Dace turns to me. “You’ve got something better to do at 8 a.m. that doesn’t have anything to do with photography?”
“No, but I don’t even have a yoga mat,” I say, shoving my backpack in my locker and closing the door.
“I’ve got you covered.” Dace opens her locker and pulls out a mat. “Also, it’s called a meditation mat.”
*
There are a dozen girls all sitting on yoga—er, meditation—mats when we enter the gym. For a moment I think about turning right around and fleeing, but Dace loops arms with me and leads me over to a space just big enough for us to both fit our mats. “Unroll and take off your shoes and socks,” she whispers.
“Why?”
“It helps you connect with the earth.” I don’t mention that actually, the pool is in the basement beneath us so we’re technically about 20 feet away from the earth.

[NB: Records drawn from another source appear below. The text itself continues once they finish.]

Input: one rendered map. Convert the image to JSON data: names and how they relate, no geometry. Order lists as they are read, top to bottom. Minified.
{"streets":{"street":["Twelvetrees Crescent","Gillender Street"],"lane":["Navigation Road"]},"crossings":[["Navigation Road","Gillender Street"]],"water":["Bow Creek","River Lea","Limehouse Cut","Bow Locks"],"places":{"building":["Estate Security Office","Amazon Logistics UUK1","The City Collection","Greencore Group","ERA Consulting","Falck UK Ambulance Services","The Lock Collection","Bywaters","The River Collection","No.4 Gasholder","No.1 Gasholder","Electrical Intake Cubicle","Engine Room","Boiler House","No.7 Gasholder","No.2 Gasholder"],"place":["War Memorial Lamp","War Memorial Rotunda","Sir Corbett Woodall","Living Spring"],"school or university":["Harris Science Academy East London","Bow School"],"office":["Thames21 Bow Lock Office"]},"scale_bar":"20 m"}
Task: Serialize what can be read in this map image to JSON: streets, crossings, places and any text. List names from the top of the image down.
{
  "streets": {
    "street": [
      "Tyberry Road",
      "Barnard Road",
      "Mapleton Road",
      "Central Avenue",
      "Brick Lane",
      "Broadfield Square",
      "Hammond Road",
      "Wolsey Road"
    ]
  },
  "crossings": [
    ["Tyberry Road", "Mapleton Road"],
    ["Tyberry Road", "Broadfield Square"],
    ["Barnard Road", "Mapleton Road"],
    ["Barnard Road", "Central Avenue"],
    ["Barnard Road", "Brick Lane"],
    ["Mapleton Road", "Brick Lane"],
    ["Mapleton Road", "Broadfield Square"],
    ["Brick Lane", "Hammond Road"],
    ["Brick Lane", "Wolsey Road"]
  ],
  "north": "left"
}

“Welcome.” I look up to see Anisha, a pretty sophomore I’ve never said two words to, smiling expectantly from a few mats over. “Pippa, right?”
“Right,” Dace says. “This is her first Monday Meditation, but I’m sure it’s not going to be her last.”
“Well, it’s nice to have you join us. Find a comfortable position and let us begin.” Anisha bows her head and then dings the bell by her knee and places her hands on her bare knees. I sit cross-legged and put my hands on my knees, trying not to squirm.
“Let’s close our eyes, and turn our attention inwards,” Anisha says in her soothing voice. “Think of your word of intention for today’s practice. The one that is going to guide you. It might simply be for this meditation, or it might be the word that gets you through your day. Or even your entire year.”
A one-word mantra.
“As you breathe out, exhale your mantra into the meditation space. Engrain the word into your mindfulness experience.”